On Fri, Mar 8, 2019 at 11:26 AM Pete Heist <pete at heistp.net> wrote:
> I had a tip to consider adding UDP-lite support for IRTT so I’m first thinking through how this might be helpful and how it would work.
> The short summary of UDP-lite is that it allows sending partially damaged packets, with an optional checksum for some bytes at the beginning of the packet (for example, for a packet header). It uses a different IP protocol number (136 instead of 6), so a socket either listens for regular UDP or UDP-lite. Otherwise, UDP-lite is semantically the same as UDP.
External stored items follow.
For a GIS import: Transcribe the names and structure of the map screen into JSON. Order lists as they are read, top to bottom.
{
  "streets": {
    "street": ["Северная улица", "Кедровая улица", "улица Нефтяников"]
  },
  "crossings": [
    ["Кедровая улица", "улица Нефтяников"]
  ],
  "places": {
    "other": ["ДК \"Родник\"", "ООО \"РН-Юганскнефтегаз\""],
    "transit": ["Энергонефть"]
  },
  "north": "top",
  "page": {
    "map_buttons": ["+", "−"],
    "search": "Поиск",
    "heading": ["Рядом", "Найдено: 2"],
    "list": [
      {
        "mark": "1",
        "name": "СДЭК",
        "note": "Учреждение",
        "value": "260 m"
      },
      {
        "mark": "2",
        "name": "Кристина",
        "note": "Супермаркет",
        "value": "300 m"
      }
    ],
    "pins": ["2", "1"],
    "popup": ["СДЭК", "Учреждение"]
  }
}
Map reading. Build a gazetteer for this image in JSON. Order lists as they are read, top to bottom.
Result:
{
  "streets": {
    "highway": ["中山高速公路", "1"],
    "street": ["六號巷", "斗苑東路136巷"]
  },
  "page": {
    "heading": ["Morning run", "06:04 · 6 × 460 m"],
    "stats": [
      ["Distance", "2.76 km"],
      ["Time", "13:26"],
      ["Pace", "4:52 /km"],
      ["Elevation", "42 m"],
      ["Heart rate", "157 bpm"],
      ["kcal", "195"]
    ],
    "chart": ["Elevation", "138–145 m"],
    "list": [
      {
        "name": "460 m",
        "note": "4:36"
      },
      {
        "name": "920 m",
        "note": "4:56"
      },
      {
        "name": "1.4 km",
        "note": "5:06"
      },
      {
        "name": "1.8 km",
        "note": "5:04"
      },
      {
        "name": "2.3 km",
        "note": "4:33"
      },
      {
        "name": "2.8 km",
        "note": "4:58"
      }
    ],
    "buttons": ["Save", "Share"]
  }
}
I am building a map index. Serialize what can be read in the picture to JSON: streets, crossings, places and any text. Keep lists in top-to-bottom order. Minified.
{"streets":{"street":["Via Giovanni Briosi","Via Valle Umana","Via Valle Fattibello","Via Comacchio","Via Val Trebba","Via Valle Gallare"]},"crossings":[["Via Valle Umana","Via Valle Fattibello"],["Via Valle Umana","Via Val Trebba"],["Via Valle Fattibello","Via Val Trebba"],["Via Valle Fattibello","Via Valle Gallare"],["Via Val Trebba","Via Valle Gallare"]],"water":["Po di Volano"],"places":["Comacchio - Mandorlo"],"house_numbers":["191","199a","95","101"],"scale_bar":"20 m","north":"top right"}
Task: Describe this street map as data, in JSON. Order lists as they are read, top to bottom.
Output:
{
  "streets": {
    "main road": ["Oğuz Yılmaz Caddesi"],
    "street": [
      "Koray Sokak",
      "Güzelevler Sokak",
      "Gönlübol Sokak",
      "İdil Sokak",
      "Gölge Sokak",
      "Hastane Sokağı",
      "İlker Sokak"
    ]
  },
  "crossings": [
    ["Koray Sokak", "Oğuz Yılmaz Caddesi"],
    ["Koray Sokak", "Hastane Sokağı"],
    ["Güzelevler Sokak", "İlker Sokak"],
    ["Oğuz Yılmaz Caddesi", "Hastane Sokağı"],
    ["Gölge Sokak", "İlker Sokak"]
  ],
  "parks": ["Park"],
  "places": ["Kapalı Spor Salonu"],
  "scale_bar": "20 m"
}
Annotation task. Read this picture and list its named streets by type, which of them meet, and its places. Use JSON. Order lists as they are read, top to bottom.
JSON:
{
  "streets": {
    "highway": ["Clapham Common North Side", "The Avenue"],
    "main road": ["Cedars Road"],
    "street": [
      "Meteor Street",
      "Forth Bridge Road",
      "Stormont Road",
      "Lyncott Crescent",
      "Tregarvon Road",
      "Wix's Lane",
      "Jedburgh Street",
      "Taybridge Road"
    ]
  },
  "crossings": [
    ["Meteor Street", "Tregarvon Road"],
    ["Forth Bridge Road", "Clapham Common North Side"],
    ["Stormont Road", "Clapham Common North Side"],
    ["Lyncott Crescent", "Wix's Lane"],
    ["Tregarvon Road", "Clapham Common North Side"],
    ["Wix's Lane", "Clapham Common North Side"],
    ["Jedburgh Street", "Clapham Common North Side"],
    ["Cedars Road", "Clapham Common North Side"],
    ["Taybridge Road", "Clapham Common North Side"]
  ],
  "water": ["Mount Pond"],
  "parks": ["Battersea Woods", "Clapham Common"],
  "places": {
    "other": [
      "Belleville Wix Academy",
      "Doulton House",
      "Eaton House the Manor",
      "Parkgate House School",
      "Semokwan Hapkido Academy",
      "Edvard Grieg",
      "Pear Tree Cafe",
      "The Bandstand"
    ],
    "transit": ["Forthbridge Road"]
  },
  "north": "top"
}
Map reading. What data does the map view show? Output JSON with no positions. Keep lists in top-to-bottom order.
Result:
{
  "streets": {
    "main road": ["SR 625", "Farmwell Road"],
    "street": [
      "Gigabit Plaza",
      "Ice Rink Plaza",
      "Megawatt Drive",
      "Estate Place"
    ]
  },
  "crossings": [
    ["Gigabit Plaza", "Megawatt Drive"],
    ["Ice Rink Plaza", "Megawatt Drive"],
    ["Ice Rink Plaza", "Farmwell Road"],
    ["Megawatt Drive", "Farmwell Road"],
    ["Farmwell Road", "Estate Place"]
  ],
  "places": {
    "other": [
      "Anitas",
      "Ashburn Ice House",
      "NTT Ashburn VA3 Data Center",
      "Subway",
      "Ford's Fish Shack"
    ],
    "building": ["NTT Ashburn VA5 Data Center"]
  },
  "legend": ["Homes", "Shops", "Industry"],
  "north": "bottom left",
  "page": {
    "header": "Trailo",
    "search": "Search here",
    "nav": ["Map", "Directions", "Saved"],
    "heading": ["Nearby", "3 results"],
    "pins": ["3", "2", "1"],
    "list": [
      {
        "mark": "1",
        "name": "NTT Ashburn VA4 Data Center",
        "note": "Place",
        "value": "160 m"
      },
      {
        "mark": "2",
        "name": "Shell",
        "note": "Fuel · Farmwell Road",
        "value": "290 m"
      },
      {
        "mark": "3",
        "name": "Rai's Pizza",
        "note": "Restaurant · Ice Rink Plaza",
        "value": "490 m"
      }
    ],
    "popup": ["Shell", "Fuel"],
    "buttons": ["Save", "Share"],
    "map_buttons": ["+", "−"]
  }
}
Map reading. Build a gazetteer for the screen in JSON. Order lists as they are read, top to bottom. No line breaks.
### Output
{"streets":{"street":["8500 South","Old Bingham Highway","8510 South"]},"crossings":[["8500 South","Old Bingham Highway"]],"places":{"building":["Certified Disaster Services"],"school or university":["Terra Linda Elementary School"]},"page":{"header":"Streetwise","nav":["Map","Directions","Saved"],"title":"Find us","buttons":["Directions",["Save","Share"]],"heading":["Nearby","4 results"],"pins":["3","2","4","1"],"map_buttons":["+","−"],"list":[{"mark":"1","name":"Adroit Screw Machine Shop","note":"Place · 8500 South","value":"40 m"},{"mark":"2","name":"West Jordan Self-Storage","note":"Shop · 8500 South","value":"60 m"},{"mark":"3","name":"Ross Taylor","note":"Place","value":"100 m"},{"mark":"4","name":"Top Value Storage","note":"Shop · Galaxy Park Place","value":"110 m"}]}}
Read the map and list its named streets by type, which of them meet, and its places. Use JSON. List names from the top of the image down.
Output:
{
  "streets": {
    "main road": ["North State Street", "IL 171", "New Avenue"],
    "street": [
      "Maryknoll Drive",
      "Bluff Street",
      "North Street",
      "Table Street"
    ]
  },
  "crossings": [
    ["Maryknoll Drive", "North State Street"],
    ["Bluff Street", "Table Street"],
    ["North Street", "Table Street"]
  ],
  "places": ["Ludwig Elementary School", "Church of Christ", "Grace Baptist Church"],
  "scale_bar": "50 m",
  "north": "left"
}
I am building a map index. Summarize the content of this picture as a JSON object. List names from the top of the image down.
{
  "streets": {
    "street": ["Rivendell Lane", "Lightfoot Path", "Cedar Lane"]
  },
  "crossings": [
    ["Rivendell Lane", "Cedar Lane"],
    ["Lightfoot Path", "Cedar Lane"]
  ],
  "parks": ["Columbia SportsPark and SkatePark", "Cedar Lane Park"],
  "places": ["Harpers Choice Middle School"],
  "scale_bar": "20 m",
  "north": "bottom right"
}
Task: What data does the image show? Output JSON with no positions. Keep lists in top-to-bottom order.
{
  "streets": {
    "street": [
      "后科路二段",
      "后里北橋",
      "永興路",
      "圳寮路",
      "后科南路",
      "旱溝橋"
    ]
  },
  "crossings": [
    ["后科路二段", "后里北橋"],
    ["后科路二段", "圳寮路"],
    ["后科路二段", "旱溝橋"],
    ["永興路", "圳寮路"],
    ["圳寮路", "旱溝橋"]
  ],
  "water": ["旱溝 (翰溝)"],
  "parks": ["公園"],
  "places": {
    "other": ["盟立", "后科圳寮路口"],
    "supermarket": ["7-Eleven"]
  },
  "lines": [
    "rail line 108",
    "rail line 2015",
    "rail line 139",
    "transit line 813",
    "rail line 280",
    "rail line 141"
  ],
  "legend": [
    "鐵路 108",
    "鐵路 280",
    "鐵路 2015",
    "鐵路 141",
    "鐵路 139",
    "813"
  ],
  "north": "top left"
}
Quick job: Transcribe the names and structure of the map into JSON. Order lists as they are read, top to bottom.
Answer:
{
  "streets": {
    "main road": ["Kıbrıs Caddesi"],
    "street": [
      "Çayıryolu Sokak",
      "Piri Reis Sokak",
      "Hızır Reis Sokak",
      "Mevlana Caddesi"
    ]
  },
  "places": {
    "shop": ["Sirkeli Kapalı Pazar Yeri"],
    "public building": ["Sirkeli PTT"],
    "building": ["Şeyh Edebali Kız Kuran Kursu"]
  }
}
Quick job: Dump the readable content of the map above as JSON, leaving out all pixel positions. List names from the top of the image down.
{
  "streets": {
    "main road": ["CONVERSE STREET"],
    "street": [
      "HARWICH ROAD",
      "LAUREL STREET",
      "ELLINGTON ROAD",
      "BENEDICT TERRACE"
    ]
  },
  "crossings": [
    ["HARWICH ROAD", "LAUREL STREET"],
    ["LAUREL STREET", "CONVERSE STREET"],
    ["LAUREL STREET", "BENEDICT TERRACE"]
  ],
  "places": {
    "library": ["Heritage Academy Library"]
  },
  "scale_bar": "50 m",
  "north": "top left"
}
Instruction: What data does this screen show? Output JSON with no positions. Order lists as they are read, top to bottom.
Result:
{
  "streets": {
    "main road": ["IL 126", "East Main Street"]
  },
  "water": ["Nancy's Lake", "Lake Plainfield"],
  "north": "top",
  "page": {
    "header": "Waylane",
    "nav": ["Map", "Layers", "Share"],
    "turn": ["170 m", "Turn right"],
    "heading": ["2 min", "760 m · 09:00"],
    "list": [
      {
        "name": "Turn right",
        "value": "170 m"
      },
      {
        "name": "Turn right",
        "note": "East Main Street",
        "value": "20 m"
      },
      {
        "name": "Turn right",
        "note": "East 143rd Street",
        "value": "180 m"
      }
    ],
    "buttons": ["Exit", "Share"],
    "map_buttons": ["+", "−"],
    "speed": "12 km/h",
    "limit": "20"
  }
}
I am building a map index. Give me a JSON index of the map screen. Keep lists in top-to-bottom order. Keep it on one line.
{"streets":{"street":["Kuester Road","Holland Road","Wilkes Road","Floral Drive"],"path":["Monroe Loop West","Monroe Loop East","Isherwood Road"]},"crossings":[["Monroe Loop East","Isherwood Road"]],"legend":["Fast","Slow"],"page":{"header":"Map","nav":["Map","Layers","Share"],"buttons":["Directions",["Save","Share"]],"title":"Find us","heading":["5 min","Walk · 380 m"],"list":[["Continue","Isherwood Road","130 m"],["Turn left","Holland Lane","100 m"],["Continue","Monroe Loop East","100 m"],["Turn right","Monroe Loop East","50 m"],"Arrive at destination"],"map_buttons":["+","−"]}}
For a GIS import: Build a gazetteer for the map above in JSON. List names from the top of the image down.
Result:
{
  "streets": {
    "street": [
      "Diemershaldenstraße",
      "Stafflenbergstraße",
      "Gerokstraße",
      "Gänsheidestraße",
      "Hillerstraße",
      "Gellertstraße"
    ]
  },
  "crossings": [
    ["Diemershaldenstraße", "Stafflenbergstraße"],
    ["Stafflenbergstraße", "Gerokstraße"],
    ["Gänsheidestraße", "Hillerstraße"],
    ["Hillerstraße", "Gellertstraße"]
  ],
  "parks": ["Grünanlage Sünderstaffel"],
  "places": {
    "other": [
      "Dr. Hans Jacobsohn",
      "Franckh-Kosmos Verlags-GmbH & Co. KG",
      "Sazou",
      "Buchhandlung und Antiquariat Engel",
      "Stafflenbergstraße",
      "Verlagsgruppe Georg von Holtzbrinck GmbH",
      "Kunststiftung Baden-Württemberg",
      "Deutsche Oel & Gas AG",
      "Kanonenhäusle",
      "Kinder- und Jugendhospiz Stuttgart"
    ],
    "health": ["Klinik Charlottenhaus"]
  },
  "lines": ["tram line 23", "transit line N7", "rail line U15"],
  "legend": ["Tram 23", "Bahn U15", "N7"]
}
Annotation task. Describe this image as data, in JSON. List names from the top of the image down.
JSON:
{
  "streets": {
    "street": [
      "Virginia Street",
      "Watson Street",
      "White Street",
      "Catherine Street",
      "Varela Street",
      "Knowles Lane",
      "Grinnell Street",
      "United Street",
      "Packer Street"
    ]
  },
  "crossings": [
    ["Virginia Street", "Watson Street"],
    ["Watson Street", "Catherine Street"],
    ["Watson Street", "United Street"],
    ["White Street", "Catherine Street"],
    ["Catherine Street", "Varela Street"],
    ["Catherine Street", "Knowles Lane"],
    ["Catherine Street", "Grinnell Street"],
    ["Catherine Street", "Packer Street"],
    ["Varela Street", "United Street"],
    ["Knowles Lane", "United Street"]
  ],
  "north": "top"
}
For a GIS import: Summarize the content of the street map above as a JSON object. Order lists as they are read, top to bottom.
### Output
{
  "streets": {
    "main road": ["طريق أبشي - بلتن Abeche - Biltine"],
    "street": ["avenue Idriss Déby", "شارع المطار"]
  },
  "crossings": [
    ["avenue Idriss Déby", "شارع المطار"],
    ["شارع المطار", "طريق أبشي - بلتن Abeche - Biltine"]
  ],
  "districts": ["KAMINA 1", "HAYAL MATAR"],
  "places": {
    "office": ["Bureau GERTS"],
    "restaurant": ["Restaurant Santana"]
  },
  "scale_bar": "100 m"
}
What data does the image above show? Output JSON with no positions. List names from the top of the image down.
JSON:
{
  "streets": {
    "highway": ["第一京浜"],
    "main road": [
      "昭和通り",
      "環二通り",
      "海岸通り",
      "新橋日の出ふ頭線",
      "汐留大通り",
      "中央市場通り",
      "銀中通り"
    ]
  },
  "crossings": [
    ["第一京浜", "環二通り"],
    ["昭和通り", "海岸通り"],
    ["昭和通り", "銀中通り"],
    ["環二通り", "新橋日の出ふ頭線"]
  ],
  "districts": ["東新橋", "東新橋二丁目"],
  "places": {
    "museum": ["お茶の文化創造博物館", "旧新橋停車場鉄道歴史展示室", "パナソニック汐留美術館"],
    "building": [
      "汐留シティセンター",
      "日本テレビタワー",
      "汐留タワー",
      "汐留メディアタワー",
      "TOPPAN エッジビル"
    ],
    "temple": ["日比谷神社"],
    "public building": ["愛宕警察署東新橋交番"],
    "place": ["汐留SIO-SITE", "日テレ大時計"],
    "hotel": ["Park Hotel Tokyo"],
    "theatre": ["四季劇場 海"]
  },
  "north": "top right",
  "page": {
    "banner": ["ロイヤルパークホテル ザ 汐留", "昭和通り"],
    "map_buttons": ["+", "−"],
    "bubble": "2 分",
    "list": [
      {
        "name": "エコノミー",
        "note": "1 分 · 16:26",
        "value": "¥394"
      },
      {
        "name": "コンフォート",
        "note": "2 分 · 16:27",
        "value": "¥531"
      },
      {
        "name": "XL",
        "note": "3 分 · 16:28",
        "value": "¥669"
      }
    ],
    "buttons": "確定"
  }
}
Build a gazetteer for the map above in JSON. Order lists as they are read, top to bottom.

> Potentially, I could add flags to the client and server to use UDP-lite (or allow specifying a separate port for UDP-lite on the same server). I would still have UDP-lite checksum the IRTT header, because if I can’t assume I have a valid header error then checking will probably get rather complicated. So if there’s damage to the header the packet would be dropped without my knowing, but if the damage occurs in the payload I’d still receive it, then I could add an optional checksum and/or length in the header to detect corruption in the body and keep a count of corrupted packets.
> I’m not sure yet how well UDP-lite does through NAT.
> But basically, it could be used to estimate how much corruption is occurring on the path from client to server, so we can distinguish between corruption and dropped packets. Presumably this would mainly be useful for mobile networks (not WiFi though, as I think it does it’s own checksums / error correction).
> Thoughts?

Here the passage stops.